Source Citation Forms

Each fall our fifth graders go through the research process and write a research paper. They are charged with avoiding plagiarism and citing their sources. In past years the students have collected the information needed in a citation and then created a handwritten bibliography page.

But let’s be realistic. Knowing the parts of a citation and the reasons for including the information are far less important in the digital age than knowing where the periods, semi colons, and underlining belong. NoodleTools, Easy Bib, and Citation Maker in the upper grades and college have taken over. This year, instead of spending time getting classes of 10 year-olds to correctly space and punctuate their bibliography, I get to spend my time in other areas of the research process.

For source citation, I used some resources at Citation Maker and modified them to fit my space requirements. Students fill out one citation slip for each resource. In their research packets we provided them with two pages for the slips to be taped or glued.
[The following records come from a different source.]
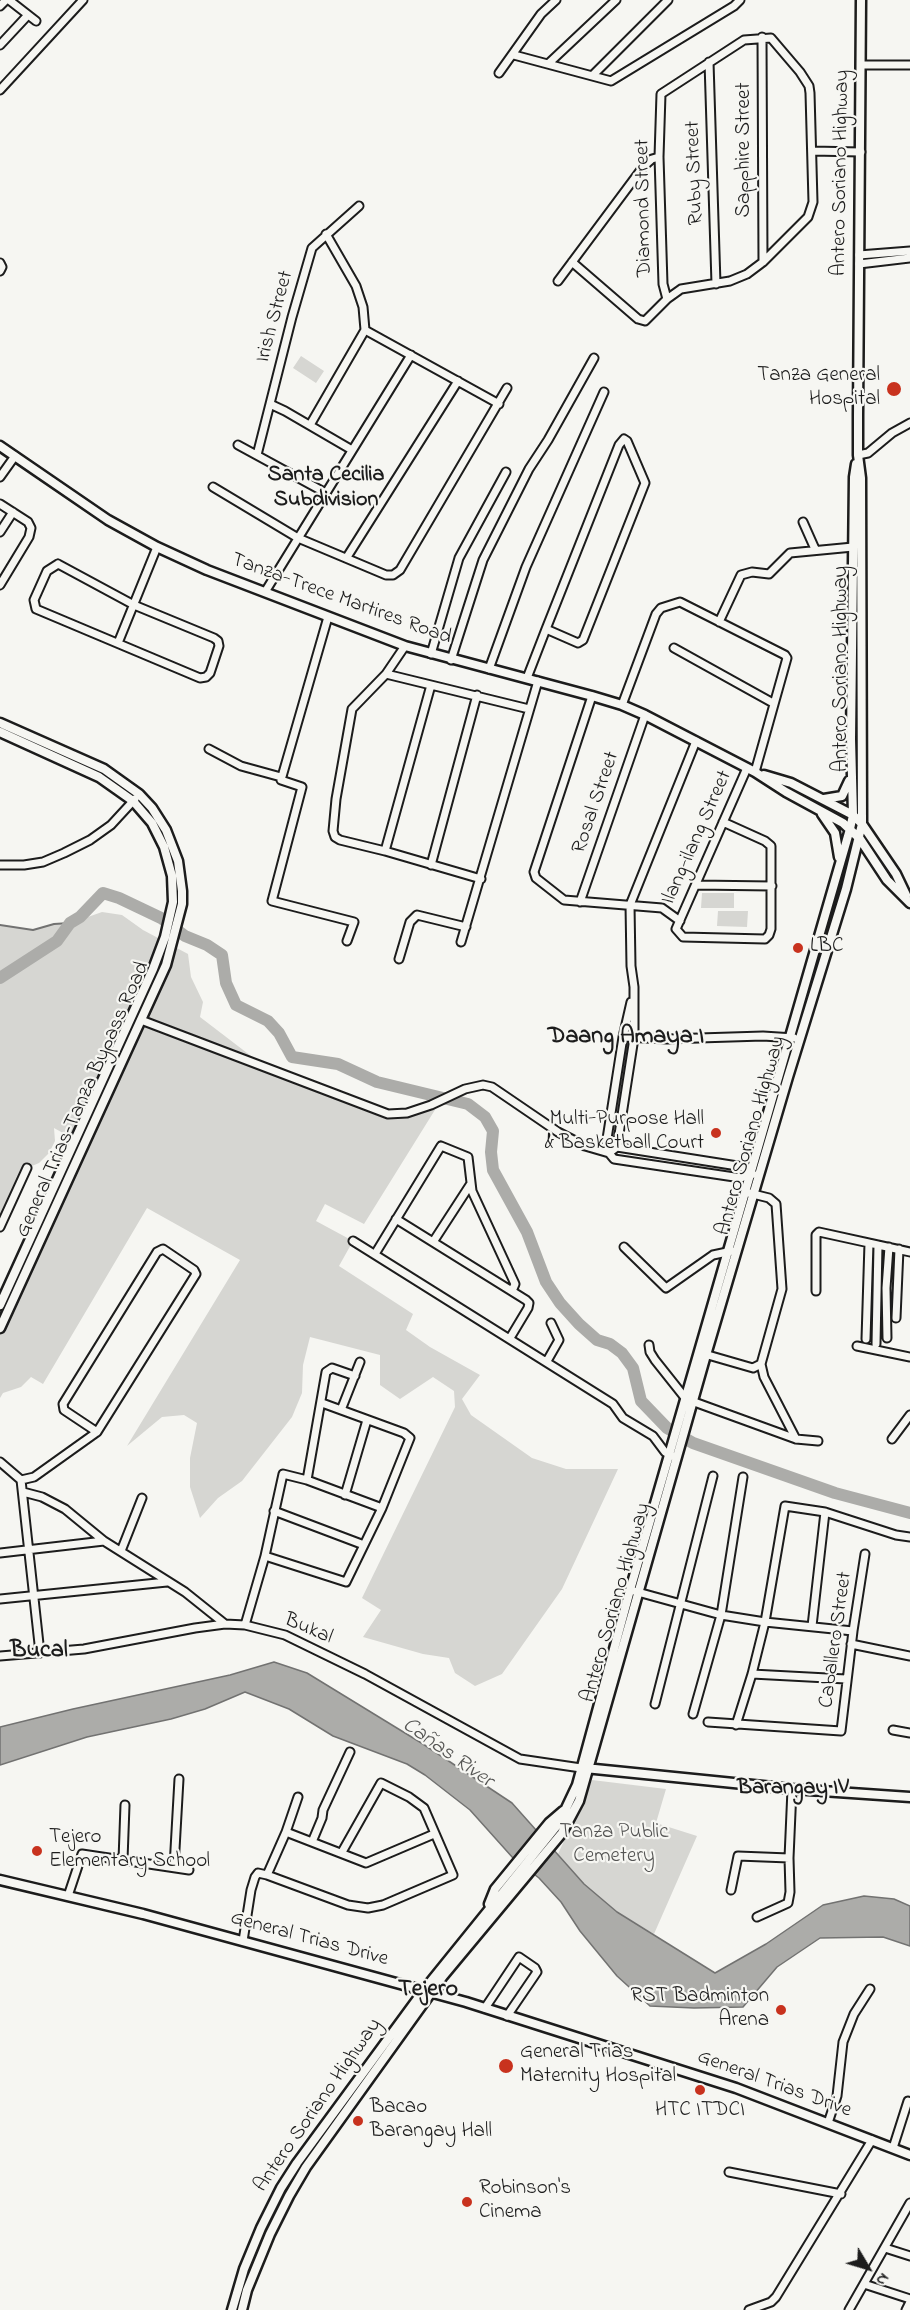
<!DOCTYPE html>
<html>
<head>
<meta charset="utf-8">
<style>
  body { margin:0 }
  #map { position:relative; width:910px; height:2310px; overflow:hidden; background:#f6f6f2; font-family:"Indie Flower",sans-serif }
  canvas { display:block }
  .north { position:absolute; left:838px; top:2238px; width:60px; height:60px; -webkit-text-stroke:4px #f6f6f2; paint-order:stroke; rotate:128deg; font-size:16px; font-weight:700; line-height:24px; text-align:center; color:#1c1c1c }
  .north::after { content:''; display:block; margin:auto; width:21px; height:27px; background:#1c1c1c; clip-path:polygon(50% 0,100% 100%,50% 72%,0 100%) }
</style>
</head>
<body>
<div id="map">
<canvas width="910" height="2310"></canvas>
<div class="north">N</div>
</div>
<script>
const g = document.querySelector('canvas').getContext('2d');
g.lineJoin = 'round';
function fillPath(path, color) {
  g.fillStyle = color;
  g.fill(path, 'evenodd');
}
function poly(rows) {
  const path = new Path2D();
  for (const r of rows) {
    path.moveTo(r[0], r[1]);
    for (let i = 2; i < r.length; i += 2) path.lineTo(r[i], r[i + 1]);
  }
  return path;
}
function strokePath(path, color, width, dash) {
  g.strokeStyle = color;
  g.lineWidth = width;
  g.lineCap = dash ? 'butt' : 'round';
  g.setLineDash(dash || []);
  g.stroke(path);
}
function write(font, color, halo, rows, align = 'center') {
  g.font = font + ' "Indie Flower",sans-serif';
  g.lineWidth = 4.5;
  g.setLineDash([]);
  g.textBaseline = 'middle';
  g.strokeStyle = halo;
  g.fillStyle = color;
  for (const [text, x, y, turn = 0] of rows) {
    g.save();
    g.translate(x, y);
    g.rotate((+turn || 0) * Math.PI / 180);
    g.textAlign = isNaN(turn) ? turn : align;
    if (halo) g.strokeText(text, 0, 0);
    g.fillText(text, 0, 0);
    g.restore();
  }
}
const green = poly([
  [301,356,324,371,316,383,293,368],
  [702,893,734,893,734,908,701,908],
  [718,911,748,911,747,927,717,926],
  [102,912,122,915,143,930,188,954,191,977,203,1002,200,1017,268,1069,389,1114,438,1105,364,1224,325,1204,316,1221,353,1241,339,1266,413,1314,406,1330,430,1347,480,1375,462,1399,471,1415,532,1458,566,1469,618,1469,562,1589,502,1674,475,1686,455,1673,449,1658,423,1654,363,1637,381,1610,362,1598,455,1407,454,1391,433,1377,400,1399,380,1385,380,1355,310,1337,303,1365,302,1393,292,1417,242,1481,218,1498,200,1518,190,1487,190,1458,197,1423,184,1415,162,1417,127,1446,240,1260,147,1208,43,1384,31,1377,21,1387,3,1393,0,1398,0,1317,79,1142,54,1128,55,1141,49,1153,39,1163,27,1168,0,1227,0,925,33,930,54,924,71,923],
  [592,1780,666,1789,656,1823,697,1836,654,1934,617,1912,584,1884,558,1854]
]);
const water = poly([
  [274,1662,307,1673,423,1744,512,1803,584,1884,617,1912,715,1973,766,1944,823,1905,864,1896,894,1899,910,1906,910,1946,883,1937,820,1938,777,1967,743,2007,694,2008,650,2006,617,1976,580,1931,561,1902,539,1878,513,1858,470,1810,425,1775,407,1764,333,1736,289,1709,245,1692,205,1709,171,1719,87,1737,0,1765,0,1727,73,1709,230,1675,274,1662]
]);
const stream = poly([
  [0,925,33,930,54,924,70,923]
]);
const river = poly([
  [0,978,57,941,70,923,80,917,103,893,119,898,161,918,185,936,207,945,222,955,226,983,236,1005,268,1021,279,1033,292,1057,338,1064,377,1082,468,1104,485,1117,493,1131,491,1152,493,1170,527,1232,546,1282,560,1303,579,1324,597,1340,610,1344,622,1353,633,1368,641,1401,667,1428,693,1443,835,1493,910,1513]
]);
const minor = poly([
  [9,0,36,21],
  [0,6,6,0],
  [762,37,763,262],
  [0,45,28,15],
  [514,55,611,81,734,6,740,0],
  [709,62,716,284],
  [548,64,616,0],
  [861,65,910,65],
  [499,73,541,14,556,0],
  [593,75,668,0],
  [0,90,83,0],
  [812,151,861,152],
  [859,255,910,251],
  [572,262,638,319,645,321,667,299,681,289,730,281,747,274,763,262,808,217,813,202,810,93,809,86,800,72,771,38,744,40,661,94,659,157,663,284,667,299],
  [0,263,2,267,0,271],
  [859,264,910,258],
  [558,281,643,167,652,159,659,157],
  [365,330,499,404],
  [270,404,285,411,352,450],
  [310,425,365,330,363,307,356,286,326,234],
  [238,445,326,493],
  [257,455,292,317,312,248,359,206],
  [858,455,868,453,892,433,910,423],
  [0,477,15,456],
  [213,487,298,538,386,575,393,575,400,570,507,388],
  [0,504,28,522,31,528,29,537,0,585],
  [803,522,815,549],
  [0,532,13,512],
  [347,557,458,381],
  [58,564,134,605,214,638,218,641,219,646,210,673,206,677,200,678,36,609,34,600,47,571,58,564],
  [265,592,411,355],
  [328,617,281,780,302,787,272,901,354,922,347,941],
  [719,622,741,575,752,572,769,574,790,553,853,547],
  [118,643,157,547],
  [405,646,386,674,352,709,336,799,333,831,335,837,340,840,385,851,481,879],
  [674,648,773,703],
  [431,654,459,558,506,472],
  [451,660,483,560,529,469,548,440,594,358],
  [489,669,526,567,604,392],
  [386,674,529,709],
  [527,678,546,629,619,445,624,439,627,441,645,483,583,640,578,643,546,629],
  [592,696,534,872,536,878,564,900,662,908,680,921],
  [622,705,656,614,661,608,680,602,785,655,787,658,755,772],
  [209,749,241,766,281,777],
  [723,822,765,841,771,846,771,929,769,935,765,939,683,937,676,929,747,768],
  [385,851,431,685],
  [0,865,24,865,43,862,64,853,90,840,111,825,135,799],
  [431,865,477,695],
  [696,885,772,886],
  [580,902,645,715],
  [461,942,538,681],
  [399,959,410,922,417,915,466,927],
  [141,1020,388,1114,407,1113,431,1105,465,1089,483,1085,492,1087,558,1132,585,1146,609,1153,614,1159,741,1178,752,1174],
  [623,1037,667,1039,763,1036,794,1038],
  [617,1147,634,1038,634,987,631,966,630,905,696,741],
  [613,1150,617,1147,744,1167,753,1174],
  [609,1153,606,1145,623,1037,631,1002],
  [749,1193,769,1198,776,1204,782,1289,761,1364,764,1377,796,1439],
  [396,1219,526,1300,529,1303,528,1308,510,1338],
  [0,1227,27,1168],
  [353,1241,613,1404,623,1418,653,1436,665,1452,672,1456],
  [433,1242,470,1185],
  [624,1247,666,1288,713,1255,732,1251],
  [375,1254,441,1146,468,1157,472,1191,515,1284,512,1291],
  [816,1291,816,1235,819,1232,910,1252],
  [896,1318,899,1249],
  [887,1338,886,1288,889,1247],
  [866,1339,869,1243],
  [876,1344,878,1245],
  [649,1345,650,1352,655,1360,686,1399,796,1439,818,1441],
  [857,1346,910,1357],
  [701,1353,753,1368,761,1364],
  [547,1361,559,1340,551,1323],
  [341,1410,360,1362],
  [892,1439,910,1415],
  [0,1462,21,1480,40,1653],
  [21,1480,34,1477,97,1432,196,1274,194,1270,163,1249,157,1252,63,1404,64,1410,97,1432],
  [307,1480,326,1372,332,1368,355,1376],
  [23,1492,42,1497,65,1509,104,1541],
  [345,1495,367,1420],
  [274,1511,364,1545],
  [121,1551,142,1498],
  [0,1553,104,1541,185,1592,225,1624],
  [265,1556,346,1582,382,1508,410,1438,404,1433,322,1403],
  [634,1591,721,1615,765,1622,853,1631],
  [0,1599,167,1582],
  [245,1625,265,1556,283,1474,307,1480,382,1508],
  [812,1626,825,1512],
  [851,1644,910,1656],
  [0,1656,84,1649,195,1628,225,1624,245,1625,285,1635,365,1674,520,1759,581,1768],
  [752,1674,846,1679],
  [655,1704,713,1476],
  [693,1714,721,1615,743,1477],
  [708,1722,841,1731,853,1631,865,1554],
  [736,1725,752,1674,765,1622,785,1506,825,1512,896,1535,910,1537],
  [893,1730,910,1733],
  [298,1797,286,1832,267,1875,348,1905,368,1908,383,1905,453,1875,424,1808,409,1797,381,1783,342,1852],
  [286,1832,366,1863,434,1834],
  [312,1842,322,1818,323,1810,350,1752],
  [123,1860,125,1805],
  [174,1867,179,1779],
  [731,1890,738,1856,789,1858,792,1789],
  [68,1896,82,1854,189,1870],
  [757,1917,788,1903,790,1892,789,1858],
  [243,1941,251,1890,255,1877,258,1873,267,1875],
  [485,2008,519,1957,535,1968,537,1972,507,2016],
  [828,2123,837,2096,843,2042,854,2014,870,1989],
  [893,2148,908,2101],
  [729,2172,841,2194],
  [885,2248,910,2256],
  [864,2284,910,2299],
  [749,2310,771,2302,776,2297,872,2140],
  [849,2310,910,2203],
  [906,2310,910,2302]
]);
const major = poly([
  [0,446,108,520,157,547,207,570,405,646,592,696,622,705,645,715,755,772,786,792,843,823,860,839,887,880,910,903],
  [0,723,104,769,139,794,152,808,166,830,178,861,182,891,182,904,166,965,0,1328],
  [0,732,99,777,133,801,152,823,164,847,172,876,173,902,165,937,153,969,0,1305],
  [764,775,791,783,853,815,862,824,896,874,906,895],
  [824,799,842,796,849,781],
  [822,814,835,833,839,857],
  [585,1768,793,1789,910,1797],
  [0,1880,143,1914,466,2002,736,2088,910,2155],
  [489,1904,495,1889,549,1823,563,1811],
  [232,2310,244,2269,261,2228,281,2188,297,2163,424,1990,559,1823,577,1785,630,1590,850,829,853,815,851,739,854,477,856,464],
  [242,2310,247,2290,270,2234,289,2196,306,2167,443,1976,562,1833,579,1801,706,1355,788,1077,846,889,862,824,861,478,858,455,858,415,861,0]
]);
const markers = [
  [894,389,8,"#c8321e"],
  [798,948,6,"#c8321e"],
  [716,1133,6,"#c8321e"],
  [37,1851,6,"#c8321e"],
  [781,2010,6,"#c8321e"],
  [506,2066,8,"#c8321e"],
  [700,2090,6,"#c8321e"],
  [358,2121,6,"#c8321e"],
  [467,2202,6,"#c8321e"]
];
const streetNames = [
  ["Sapphire Street",746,150,-90],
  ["Ruby Street",696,173,-92],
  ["Antero Soriano Highway",842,173,-89],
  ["Diamond Street",645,208,-91],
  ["Irish Street",276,317,-75],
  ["Tanza-Trece Martires Road",341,600,20],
  ["Antero Soriano Highway",843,669,-90],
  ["Rosal Street",597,803,-71],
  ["Ilang-ilang Street",698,838,-66],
  ["General Trias–Tanza Bypass Road",84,1100,-66],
  ["Antero Soriano Highway",752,1136,-74],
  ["Antero Soriano Highway",617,1603,-74],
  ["Bukal",308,1630,23],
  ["Caballero Street",837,1640,-82],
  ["General Trias Drive",309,1940,15],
  ["General Trias Drive",774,2085,20],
  ["Antero Soriano Highway",319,2106,-55]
];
const poiNames = [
  ["Tanza General",880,377,"right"],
  ["Hospital",880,401,"right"],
  ["LBC",810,948],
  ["Multi-Purpose Hall",704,1121,"right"],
  ["& Basketball Court",704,1145,"right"],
  ["Tejero",49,1839],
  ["Elementary School",49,1863],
  ["RST Badminton",769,1998,"right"],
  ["Arena",769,2022,"right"],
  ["General Trias",520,2054],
  ["Maternity Hospital",520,2078],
  ["Bacao",370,2109],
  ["Barangay Hall",370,2133],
  ["HTC ITDCI",700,2112,"center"],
  ["Robinson's",479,2190],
  ["Cinema",479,2214]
];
const parkNames = [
  ["Tanza Public",614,1834],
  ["Cemetery",614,1858]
];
const neighbourhoodNames = [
  ["Santa Cecilia",326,476],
  ["Subdivision",326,501],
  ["Barangay IV",793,1789]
];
const waterNames = [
  ["Cañas River",447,1754,35]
];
const quarterNames = [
  ["Daang Amaya I",626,1038],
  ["Bucal",39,1652],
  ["Tejero",428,1991]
];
fillPath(green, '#d6d6d2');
fillPath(water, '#acaca9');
strokePath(water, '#727271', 1.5);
strokePath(stream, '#727271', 2);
strokePath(river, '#acaca9', 12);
strokePath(minor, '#1c1c1c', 11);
strokePath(major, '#1c1c1c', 13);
strokePath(minor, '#f6f6f2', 7);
strokePath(major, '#f6f6f2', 8);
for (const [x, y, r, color] of markers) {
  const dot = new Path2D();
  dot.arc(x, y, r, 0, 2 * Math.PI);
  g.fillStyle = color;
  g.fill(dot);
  strokePath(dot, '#f6f6f2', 2);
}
write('21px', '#1c1c1c', '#f6f6f2', streetNames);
write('21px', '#1c1c1c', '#f6f6f2', poiNames, 'left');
write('21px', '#545453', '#f6f6f2', parkNames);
write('bold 22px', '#1c1c1c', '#f6f6f2', neighbourhoodNames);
write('italic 22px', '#565654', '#f6f6f2', waterNames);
write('bold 24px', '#1c1c1c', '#f6f6f2', quarterNames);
</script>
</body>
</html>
I’m including my copies of the forms I’m using with students. On each I starred the information I consider required. If students go above and beyond and can fill out the entire slip then kudos to them! There are five forms for the sources listed above. The final page is one for student names and can be copied on the reverse side. I’d love to get video slips added, but haven’t quite made it…. when I do, I have room to add them in purple to the chart.

I’d like to keep these stocked in the library and invite teachers in 4th and 5th grade to use them for most research assignments. Students can staple the slips to their work or glue them on a source page.

Download @ Google Drive

Comments

  1. Really nice. Our teacher use something similar. I think this is another indication of how technology has changed things. Just because WE had to memorize where all the periods and spaces and underlines go, doesn’t mean today’s students need to. We are all about citation generators. The hard part now (which I never had to deal with in my day) is choosing the right form. Web page? Database? On-line journal? Ever been in print? All those questions are really difficult to answer sometimes!

    • The one I created for “online database/encyclopedia” was the most challenging. There are so many choices out there! I combined the two in a way that I think makes sense for elementary students.

  2. Thank you for sharing your citation slips. I am beginning my citing resources lessons with my fourth graders and these will remind them to cite as they go along.

    • You’re welcome! Let me know how they work for you. I’m excited to see if my teachers will start to use them independently with projects or if it will always be seen as a “library thing.”

  3. I have been looking all over for something just like this! This is amazing. Thank you, thank you, thank you.